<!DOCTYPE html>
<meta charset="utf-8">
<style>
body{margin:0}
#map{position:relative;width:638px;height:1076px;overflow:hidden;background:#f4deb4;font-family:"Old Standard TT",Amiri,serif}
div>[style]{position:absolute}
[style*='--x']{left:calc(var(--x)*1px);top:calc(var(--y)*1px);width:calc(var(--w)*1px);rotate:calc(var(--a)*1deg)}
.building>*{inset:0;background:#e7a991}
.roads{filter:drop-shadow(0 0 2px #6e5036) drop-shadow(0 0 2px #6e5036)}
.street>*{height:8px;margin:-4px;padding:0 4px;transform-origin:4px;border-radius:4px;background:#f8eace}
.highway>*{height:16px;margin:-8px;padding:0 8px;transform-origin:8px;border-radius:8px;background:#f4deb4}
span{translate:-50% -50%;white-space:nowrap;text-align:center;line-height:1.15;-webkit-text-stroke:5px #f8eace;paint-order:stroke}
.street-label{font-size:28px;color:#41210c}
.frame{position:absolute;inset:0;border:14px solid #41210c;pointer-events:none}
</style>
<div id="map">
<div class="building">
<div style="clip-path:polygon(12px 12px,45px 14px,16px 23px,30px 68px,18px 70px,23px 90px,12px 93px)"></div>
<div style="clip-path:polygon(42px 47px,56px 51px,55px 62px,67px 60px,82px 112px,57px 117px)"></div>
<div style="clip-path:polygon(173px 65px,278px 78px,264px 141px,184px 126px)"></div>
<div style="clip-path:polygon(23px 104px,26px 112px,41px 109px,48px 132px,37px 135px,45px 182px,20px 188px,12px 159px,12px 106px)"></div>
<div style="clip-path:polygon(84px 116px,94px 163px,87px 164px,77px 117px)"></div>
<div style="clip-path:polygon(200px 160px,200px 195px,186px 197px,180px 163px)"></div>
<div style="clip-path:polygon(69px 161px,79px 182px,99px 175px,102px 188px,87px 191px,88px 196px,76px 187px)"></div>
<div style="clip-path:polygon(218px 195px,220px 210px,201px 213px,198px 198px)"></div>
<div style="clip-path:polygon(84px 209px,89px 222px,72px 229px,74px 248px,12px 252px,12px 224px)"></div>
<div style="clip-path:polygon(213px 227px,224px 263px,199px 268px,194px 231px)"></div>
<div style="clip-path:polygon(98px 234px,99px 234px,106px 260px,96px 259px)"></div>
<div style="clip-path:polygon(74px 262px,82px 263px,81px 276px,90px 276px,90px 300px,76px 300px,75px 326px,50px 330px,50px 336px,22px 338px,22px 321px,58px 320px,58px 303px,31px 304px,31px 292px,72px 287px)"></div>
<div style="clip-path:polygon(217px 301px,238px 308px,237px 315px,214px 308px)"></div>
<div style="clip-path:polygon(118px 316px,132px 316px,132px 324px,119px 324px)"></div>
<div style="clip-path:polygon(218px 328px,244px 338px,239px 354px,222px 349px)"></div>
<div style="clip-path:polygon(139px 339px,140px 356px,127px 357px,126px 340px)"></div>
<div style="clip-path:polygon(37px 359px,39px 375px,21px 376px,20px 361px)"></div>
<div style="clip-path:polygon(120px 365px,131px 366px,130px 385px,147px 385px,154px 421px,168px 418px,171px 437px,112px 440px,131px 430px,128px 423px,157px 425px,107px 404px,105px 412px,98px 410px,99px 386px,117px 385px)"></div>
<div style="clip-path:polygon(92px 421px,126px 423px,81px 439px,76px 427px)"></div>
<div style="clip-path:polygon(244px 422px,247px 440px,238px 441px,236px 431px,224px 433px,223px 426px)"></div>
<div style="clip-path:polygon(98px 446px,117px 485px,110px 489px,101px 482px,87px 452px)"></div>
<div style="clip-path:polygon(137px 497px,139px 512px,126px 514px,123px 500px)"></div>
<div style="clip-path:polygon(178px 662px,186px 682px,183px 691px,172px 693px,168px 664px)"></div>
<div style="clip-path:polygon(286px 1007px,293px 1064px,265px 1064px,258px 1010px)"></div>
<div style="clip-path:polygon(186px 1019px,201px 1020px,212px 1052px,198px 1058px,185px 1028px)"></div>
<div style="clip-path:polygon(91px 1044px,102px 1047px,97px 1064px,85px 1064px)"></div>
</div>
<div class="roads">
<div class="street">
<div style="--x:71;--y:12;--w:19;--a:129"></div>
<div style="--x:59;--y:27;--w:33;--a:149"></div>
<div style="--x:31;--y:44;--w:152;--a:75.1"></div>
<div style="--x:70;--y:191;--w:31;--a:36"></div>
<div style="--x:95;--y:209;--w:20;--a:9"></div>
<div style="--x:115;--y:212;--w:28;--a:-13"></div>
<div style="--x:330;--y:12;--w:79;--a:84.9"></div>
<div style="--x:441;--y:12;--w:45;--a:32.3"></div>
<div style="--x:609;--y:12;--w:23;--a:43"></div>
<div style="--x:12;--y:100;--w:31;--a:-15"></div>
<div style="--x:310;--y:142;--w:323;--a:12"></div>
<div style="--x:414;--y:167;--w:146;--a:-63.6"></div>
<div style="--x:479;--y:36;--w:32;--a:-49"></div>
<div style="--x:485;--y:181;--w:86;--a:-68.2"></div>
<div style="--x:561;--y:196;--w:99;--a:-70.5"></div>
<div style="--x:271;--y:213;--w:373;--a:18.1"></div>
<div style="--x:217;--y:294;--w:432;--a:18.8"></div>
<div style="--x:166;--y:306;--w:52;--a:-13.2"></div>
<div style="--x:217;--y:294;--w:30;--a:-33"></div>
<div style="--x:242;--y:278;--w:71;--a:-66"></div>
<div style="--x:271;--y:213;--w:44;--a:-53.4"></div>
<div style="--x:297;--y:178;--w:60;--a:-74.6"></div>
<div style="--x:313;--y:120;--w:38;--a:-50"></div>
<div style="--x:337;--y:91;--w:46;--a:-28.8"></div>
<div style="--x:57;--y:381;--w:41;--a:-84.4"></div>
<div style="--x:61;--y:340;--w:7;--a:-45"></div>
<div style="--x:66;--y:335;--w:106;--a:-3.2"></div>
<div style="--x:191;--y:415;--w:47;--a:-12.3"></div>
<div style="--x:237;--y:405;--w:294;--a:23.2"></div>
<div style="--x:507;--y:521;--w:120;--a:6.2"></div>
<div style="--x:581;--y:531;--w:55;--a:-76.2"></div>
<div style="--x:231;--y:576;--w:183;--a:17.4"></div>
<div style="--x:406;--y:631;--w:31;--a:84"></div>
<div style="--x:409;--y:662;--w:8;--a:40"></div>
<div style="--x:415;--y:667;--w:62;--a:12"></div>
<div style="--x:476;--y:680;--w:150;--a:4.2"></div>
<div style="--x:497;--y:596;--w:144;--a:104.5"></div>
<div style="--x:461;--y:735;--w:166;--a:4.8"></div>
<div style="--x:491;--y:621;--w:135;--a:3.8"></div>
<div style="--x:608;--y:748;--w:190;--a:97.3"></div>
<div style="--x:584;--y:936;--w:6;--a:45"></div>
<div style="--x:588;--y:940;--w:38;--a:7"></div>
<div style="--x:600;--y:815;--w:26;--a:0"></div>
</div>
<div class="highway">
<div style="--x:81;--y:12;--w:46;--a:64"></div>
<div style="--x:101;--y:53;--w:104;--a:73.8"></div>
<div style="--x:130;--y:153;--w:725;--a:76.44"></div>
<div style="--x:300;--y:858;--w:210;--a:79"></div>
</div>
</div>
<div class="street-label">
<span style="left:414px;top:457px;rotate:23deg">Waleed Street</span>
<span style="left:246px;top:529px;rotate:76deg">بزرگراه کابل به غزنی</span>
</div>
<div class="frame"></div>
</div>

---

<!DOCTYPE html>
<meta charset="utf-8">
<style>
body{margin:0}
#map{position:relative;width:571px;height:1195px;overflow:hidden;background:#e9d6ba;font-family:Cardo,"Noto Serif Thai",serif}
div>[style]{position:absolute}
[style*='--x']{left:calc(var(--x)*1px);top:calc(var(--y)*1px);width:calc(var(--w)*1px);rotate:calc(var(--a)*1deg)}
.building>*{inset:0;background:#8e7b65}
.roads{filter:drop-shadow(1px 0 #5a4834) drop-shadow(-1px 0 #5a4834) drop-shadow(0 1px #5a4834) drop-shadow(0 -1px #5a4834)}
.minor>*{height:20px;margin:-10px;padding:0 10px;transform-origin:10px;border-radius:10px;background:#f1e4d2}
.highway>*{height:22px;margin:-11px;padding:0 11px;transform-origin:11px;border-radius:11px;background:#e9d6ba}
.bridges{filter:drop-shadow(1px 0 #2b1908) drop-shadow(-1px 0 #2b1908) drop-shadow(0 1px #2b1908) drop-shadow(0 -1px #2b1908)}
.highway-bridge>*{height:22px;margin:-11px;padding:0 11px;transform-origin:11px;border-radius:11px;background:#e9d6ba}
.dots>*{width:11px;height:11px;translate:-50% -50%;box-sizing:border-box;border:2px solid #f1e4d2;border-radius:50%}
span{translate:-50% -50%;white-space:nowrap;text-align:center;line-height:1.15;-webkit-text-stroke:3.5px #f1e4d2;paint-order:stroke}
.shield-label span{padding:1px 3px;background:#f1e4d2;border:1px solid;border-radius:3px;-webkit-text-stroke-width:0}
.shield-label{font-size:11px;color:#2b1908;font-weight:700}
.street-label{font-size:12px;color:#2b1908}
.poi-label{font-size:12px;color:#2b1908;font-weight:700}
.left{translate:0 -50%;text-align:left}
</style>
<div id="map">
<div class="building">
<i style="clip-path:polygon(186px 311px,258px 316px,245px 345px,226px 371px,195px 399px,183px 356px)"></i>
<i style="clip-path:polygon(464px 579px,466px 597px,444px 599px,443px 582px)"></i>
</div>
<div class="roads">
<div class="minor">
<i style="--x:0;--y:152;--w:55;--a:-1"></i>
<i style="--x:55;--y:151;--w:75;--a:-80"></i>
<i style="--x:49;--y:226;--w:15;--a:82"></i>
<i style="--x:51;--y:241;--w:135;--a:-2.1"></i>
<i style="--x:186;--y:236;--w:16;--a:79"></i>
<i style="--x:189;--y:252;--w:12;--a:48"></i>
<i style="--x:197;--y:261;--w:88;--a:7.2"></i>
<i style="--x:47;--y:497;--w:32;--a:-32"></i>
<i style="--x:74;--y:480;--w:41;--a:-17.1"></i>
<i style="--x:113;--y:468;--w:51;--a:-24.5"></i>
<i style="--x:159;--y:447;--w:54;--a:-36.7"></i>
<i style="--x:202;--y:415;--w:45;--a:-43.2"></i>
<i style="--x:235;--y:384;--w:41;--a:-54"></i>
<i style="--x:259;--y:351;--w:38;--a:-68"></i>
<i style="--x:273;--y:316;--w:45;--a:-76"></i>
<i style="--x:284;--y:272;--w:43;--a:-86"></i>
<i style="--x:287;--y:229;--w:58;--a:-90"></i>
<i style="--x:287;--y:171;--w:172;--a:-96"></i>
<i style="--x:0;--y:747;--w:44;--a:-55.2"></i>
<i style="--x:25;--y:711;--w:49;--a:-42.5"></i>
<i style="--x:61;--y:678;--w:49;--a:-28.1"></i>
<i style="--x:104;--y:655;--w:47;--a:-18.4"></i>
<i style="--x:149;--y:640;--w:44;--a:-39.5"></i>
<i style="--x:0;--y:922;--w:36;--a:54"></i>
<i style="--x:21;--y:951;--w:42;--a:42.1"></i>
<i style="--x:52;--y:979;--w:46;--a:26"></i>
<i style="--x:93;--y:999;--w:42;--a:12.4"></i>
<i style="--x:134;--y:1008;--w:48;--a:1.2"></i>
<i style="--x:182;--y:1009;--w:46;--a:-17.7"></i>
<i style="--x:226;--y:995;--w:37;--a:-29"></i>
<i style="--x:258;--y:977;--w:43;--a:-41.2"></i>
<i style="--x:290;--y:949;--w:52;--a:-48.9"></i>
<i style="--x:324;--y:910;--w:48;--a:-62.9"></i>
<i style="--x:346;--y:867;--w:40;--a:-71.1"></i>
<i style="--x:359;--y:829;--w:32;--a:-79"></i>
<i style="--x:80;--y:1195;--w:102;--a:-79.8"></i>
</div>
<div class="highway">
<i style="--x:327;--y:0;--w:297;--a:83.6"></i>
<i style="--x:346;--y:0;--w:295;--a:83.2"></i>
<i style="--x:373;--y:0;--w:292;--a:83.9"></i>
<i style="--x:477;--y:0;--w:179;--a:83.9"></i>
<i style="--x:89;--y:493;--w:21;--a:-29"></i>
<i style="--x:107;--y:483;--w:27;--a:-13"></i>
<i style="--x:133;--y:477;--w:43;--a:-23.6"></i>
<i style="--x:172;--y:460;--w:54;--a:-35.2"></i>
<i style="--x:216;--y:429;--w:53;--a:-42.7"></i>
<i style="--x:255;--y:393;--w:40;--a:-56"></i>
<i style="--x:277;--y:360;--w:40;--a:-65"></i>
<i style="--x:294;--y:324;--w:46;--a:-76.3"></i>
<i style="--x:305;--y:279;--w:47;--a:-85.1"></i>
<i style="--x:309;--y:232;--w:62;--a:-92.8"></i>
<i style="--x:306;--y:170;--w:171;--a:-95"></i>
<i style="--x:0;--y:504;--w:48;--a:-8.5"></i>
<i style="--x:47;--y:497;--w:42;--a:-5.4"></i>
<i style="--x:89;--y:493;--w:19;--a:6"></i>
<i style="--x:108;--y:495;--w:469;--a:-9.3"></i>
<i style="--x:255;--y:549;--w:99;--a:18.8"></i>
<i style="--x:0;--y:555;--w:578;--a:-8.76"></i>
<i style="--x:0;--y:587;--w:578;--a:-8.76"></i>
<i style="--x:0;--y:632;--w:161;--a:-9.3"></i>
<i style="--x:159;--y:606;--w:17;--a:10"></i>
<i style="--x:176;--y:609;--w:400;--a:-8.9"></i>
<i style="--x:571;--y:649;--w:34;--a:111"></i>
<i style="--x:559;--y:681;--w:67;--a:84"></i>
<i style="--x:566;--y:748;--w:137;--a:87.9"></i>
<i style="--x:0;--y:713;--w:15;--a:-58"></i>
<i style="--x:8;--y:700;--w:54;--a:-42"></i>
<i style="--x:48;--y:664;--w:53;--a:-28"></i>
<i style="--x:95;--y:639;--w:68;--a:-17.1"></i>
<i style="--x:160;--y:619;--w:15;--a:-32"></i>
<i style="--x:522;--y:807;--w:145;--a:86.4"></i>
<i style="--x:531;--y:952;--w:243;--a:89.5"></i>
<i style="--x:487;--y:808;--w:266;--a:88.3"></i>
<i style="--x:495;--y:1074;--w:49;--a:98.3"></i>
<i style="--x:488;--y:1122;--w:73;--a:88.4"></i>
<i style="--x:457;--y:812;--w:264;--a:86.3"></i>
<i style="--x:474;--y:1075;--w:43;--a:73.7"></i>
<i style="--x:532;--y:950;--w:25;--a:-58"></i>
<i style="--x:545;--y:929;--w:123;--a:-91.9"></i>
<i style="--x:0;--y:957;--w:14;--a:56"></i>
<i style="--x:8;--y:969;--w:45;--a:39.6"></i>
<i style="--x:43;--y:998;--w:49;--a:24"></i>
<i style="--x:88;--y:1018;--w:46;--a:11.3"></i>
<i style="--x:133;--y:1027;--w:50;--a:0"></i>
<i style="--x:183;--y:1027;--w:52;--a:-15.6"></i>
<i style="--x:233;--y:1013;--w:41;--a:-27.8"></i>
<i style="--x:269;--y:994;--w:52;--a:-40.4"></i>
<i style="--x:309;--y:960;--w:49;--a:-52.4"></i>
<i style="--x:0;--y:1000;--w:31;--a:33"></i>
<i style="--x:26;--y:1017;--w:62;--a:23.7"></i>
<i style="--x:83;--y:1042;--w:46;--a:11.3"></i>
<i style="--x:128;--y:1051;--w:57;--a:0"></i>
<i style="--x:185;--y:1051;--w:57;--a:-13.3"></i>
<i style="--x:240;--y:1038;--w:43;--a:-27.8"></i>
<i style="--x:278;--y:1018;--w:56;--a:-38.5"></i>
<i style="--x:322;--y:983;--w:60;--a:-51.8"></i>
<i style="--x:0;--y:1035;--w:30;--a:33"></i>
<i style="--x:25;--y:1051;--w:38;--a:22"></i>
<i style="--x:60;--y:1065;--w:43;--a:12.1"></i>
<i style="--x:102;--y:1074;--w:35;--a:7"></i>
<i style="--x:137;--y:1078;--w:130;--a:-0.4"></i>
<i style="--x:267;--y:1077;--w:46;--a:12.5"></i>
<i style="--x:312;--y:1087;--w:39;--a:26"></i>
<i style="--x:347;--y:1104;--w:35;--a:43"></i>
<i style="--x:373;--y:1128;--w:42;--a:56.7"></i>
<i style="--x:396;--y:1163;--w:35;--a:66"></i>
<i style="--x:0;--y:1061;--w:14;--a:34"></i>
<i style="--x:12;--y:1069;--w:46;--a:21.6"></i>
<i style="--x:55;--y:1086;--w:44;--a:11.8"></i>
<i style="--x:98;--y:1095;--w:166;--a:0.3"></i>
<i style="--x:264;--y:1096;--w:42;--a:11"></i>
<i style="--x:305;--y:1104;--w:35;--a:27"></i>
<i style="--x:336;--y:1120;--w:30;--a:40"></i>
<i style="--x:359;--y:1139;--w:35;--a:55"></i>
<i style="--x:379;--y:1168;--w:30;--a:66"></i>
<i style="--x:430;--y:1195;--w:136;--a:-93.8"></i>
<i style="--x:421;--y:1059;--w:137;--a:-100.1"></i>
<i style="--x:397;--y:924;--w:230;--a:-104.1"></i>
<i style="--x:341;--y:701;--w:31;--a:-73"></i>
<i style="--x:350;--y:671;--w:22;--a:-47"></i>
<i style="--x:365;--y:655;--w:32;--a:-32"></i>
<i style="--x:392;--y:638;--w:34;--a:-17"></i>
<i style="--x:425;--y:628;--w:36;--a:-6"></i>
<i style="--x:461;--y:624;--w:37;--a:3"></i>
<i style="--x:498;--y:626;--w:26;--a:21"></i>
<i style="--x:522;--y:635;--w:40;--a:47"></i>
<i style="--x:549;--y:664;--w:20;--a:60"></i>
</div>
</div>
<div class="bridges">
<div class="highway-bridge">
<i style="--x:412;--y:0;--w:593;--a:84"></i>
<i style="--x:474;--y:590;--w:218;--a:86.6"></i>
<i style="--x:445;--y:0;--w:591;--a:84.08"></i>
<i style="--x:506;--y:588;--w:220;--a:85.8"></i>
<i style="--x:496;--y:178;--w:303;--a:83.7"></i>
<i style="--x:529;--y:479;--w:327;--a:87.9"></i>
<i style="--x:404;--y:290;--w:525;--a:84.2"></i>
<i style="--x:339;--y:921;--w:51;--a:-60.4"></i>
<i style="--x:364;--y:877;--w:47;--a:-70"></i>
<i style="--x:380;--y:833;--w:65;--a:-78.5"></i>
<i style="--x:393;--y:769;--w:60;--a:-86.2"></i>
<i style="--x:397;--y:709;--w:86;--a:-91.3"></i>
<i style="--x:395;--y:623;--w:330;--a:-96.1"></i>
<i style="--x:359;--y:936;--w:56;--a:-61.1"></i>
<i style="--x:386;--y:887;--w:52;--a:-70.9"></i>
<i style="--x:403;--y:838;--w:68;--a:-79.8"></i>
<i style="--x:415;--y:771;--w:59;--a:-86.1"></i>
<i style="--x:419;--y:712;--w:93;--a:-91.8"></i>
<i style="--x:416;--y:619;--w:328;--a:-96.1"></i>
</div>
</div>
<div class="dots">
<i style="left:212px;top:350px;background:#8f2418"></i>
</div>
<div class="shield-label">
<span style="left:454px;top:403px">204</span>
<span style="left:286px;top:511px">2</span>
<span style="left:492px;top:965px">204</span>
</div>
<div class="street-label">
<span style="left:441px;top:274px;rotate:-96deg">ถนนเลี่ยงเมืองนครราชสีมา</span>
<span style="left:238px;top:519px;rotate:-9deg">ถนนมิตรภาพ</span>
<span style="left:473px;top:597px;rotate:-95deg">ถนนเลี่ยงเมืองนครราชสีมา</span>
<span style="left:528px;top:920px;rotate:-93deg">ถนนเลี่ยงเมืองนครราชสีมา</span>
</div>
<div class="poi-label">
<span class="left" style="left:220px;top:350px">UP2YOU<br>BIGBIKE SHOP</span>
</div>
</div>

--

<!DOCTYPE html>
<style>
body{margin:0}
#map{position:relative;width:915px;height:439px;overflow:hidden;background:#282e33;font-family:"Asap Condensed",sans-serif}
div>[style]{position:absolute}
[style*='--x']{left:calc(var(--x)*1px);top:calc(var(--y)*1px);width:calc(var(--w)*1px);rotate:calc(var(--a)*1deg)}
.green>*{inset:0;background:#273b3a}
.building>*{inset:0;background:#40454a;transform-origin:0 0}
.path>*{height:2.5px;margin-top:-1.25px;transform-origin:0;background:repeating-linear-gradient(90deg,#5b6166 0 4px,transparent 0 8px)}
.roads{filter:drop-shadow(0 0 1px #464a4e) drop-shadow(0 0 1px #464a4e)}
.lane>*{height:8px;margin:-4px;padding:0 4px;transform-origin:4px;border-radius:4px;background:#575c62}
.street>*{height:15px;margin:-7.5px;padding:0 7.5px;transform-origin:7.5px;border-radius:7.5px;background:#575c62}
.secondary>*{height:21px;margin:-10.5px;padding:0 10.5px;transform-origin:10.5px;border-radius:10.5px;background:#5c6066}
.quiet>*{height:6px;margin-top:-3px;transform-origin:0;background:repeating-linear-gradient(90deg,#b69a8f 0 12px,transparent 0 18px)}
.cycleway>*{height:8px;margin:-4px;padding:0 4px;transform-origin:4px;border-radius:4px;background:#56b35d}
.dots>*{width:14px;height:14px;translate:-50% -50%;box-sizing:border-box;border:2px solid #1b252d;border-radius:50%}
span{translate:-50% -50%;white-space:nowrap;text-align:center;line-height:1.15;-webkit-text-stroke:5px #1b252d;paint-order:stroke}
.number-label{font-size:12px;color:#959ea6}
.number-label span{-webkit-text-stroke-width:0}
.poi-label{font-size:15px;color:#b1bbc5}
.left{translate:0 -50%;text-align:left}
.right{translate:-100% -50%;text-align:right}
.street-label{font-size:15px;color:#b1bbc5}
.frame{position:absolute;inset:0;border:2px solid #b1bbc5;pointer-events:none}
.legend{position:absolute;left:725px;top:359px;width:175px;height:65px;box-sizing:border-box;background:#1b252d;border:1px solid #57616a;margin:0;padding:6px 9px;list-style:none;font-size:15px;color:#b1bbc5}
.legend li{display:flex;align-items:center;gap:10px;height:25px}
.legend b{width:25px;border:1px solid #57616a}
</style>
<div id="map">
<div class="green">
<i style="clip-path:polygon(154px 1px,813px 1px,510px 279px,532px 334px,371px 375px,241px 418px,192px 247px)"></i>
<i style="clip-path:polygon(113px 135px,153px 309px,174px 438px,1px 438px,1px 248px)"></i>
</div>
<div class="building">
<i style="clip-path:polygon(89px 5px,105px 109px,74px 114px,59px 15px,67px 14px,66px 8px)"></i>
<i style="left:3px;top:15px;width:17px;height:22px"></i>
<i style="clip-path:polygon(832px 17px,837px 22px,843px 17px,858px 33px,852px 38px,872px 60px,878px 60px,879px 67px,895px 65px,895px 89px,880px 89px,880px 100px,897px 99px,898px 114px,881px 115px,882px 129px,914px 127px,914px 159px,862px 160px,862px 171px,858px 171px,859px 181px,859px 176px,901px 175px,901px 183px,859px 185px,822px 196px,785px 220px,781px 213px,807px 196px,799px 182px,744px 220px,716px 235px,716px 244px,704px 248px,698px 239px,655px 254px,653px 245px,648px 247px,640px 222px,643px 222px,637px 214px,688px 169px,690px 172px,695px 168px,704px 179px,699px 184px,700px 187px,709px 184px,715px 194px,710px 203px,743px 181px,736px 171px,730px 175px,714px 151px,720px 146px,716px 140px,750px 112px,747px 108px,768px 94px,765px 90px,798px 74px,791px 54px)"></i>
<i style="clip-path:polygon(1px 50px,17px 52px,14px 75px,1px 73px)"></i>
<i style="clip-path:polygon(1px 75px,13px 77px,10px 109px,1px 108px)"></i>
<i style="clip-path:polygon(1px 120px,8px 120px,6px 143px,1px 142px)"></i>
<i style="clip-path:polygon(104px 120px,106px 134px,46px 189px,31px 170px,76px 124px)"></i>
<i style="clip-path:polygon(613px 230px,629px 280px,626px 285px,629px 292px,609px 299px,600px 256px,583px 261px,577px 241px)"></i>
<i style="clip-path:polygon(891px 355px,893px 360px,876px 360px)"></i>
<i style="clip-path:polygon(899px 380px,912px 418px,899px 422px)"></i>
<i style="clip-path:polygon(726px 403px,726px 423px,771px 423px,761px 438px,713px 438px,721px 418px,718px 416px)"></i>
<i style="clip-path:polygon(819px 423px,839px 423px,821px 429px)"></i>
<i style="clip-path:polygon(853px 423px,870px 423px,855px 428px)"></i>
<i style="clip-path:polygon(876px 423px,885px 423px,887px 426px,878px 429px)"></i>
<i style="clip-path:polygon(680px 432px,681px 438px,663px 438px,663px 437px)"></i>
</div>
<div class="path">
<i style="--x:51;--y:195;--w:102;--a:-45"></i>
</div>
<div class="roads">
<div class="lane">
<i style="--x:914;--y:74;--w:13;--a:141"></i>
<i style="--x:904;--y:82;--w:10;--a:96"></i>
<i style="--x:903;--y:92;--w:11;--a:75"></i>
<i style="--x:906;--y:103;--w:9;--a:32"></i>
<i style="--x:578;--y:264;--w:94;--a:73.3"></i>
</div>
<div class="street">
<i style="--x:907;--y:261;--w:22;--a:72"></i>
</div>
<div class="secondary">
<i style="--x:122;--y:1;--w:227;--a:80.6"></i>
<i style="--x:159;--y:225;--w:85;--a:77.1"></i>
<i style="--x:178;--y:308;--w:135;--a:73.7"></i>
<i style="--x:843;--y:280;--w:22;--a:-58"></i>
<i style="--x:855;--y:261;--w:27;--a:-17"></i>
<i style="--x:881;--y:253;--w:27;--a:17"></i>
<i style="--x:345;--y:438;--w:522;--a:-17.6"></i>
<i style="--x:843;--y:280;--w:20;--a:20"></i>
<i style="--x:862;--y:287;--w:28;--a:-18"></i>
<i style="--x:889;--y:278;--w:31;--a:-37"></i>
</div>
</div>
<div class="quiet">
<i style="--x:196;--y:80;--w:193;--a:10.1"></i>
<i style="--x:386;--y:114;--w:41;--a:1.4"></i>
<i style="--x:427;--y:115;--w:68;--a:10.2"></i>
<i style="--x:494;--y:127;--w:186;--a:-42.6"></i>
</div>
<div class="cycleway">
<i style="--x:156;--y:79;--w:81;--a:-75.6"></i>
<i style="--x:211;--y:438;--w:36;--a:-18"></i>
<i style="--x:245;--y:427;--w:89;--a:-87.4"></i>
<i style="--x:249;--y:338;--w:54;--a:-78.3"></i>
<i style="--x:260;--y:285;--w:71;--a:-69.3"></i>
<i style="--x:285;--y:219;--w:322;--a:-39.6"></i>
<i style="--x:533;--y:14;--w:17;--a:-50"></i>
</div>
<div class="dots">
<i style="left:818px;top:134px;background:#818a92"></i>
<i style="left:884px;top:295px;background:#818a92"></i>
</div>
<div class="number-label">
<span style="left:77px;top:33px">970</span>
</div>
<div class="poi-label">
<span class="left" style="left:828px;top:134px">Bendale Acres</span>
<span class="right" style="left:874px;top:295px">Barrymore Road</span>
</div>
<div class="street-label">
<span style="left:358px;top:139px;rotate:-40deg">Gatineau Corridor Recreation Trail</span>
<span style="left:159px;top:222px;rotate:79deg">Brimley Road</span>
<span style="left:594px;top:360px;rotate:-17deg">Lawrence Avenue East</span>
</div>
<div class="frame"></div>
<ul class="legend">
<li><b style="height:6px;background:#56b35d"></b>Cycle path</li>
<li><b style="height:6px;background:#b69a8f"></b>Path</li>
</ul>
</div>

**To do:** Pull each line that includes the word "family" out of the material above.

**Solved exercise:**
#map{position:relative;width:638px;height:1076px;overflow:hidden;background:#f4deb4;font-family:"Old Standard TT",Amiri,serif}
#map{position:relative;width:571px;height:1195px;overflow:hidden;background:#e9d6ba;font-family:Cardo,"Noto Serif Thai",serif}
#map{position:relative;width:915px;height:439px;overflow:hidden;background:#282e33;font-family:"Asap Condensed",sans-serif}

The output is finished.